In this dilemma we see the second fundamental Christian concept of our American system. The "life, liberty and the pursuit of happiness" that Jefferson wrote about has to be moderated by the rule of law. Critics say that our Constitution, the basic law of the land, does not mention God and has nothing to do with Christianity. They miss the boat on this one also, because the very idea of law comes from God. In fact, the very first law of history is set down before Adam and Eve right there in the Garden of Eden. The liberty to choose food for themselves is moderated by a stern admonition. Genesis 2:17 says "But of the tree of knowledge of good and evil, thou shalt not eat." God even gives the consequence, or the penalty for breaking this law. "For in the day that thou eatest thereof thou shalt surely die." In that one instance, the true government of God and the nature of His relationship to human beings is set down for all time.
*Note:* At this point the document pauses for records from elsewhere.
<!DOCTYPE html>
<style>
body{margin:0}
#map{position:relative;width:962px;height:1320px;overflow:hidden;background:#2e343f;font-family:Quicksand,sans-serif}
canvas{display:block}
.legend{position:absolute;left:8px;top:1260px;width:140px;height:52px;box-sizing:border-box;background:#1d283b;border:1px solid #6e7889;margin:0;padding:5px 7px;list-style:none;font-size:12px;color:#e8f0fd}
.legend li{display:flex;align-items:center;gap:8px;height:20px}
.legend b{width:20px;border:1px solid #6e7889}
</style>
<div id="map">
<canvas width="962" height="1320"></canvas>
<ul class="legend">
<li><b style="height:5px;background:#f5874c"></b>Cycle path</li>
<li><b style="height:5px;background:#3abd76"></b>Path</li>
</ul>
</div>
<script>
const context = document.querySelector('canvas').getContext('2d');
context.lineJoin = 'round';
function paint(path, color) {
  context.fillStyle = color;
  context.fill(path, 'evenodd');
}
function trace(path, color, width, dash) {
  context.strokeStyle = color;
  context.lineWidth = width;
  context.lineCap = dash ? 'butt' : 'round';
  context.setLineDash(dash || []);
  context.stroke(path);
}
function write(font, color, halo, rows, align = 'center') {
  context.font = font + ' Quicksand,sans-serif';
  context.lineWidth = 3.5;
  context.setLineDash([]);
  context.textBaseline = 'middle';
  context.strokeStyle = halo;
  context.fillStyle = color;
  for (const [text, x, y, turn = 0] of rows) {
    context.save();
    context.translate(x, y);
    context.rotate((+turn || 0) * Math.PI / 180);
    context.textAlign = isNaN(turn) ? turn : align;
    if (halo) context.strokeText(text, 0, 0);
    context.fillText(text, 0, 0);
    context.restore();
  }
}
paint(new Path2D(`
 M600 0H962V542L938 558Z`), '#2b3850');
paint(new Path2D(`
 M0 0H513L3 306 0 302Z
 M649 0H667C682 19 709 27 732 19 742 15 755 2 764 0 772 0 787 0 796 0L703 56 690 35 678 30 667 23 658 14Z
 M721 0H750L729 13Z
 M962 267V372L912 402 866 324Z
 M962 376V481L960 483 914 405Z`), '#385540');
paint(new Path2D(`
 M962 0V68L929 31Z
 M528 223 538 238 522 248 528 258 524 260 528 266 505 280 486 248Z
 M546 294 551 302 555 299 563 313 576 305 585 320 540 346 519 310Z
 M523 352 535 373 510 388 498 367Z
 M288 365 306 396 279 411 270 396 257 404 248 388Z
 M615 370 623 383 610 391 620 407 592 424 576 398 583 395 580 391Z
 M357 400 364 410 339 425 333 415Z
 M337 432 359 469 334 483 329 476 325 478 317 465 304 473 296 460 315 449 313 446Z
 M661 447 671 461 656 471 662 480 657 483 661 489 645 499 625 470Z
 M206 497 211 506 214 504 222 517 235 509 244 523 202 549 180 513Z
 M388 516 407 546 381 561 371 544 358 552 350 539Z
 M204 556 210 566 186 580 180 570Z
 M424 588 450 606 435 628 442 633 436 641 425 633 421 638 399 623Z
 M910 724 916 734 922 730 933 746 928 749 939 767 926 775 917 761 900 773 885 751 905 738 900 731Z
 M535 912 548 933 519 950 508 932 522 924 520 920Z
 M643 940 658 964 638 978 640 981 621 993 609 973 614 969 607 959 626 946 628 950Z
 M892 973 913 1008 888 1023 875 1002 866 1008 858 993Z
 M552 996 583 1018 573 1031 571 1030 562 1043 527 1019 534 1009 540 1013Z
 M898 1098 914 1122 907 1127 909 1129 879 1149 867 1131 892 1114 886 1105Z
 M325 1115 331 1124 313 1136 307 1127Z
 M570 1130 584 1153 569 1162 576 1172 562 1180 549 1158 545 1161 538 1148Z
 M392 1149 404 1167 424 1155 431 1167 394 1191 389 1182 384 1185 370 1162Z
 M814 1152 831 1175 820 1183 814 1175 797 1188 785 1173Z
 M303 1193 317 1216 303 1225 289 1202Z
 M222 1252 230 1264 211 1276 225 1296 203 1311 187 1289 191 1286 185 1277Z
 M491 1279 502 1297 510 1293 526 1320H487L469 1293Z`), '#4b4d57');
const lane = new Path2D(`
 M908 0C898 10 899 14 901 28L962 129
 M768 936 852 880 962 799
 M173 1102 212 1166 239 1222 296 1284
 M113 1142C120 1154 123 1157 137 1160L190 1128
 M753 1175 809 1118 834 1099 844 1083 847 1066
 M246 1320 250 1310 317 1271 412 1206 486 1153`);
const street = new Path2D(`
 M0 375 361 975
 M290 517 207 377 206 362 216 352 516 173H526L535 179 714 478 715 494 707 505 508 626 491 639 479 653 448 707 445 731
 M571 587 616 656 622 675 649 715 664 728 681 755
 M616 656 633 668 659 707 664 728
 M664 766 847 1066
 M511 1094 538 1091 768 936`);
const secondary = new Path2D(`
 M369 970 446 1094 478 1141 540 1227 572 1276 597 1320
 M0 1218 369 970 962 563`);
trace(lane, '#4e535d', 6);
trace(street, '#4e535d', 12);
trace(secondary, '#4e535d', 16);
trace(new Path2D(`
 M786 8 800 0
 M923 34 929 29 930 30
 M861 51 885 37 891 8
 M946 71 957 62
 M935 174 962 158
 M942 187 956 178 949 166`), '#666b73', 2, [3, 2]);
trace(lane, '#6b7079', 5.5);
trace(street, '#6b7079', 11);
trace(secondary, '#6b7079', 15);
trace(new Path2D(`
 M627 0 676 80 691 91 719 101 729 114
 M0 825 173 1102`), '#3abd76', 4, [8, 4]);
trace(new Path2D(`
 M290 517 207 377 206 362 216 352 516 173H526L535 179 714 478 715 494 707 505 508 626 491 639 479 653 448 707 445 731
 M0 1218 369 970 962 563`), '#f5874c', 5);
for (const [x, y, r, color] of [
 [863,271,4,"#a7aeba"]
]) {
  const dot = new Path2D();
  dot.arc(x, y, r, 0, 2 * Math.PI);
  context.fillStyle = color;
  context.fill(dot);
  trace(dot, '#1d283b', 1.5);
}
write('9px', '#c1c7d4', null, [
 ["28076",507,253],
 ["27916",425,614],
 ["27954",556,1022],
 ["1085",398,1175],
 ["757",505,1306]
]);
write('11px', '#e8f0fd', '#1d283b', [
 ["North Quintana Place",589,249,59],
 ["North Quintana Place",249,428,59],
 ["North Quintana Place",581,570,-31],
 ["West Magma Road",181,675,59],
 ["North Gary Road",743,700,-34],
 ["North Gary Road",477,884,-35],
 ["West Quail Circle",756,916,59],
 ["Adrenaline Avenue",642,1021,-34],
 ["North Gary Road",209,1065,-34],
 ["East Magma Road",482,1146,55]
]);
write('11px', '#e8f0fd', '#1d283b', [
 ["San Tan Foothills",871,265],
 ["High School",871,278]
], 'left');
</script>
As God tells the Children of Israel in Deuteronomy 30:19, "I call heaven and earth as witnesses today before you, that I have set before you life and death, blessing and cursing."


We have a choice in our relationship with God. Our founding fathers were wise enough not to interfere with this relationship by insisting that we worship or believe things according to someone else's principles. In contrast, theocracies involve a coercion of belief and worship. The founders could see this in the ominous shadow of their recent European past, with fresh memories of bloody religious wars, ecclesiastical torture, and judicial execution for one's beliefs.


We do not have to dig up quote after quote from this or that famous personage to prove our nation's Christian heritage. It simply exists in our freedom to worship, or not to worship, as we choose, every day, every week, year after year. Yet, it is just as clear that such freedoms are under attack. We must be vigilant. Just because we have been able to exercise our free will here in America, it does not mean we always will. We cannot relax. As Jefferson himself once said, "It's a long way from despotism to liberty in a feather bed."


No government can force people into Christianity, or it would not be Christianity. We are a nation founded for the most part by Protestant Christians who based our liberties on biblical concepts, the most important of which says you don't have to believe the Bible. God gives us that option. Our government was founded to allow for His design.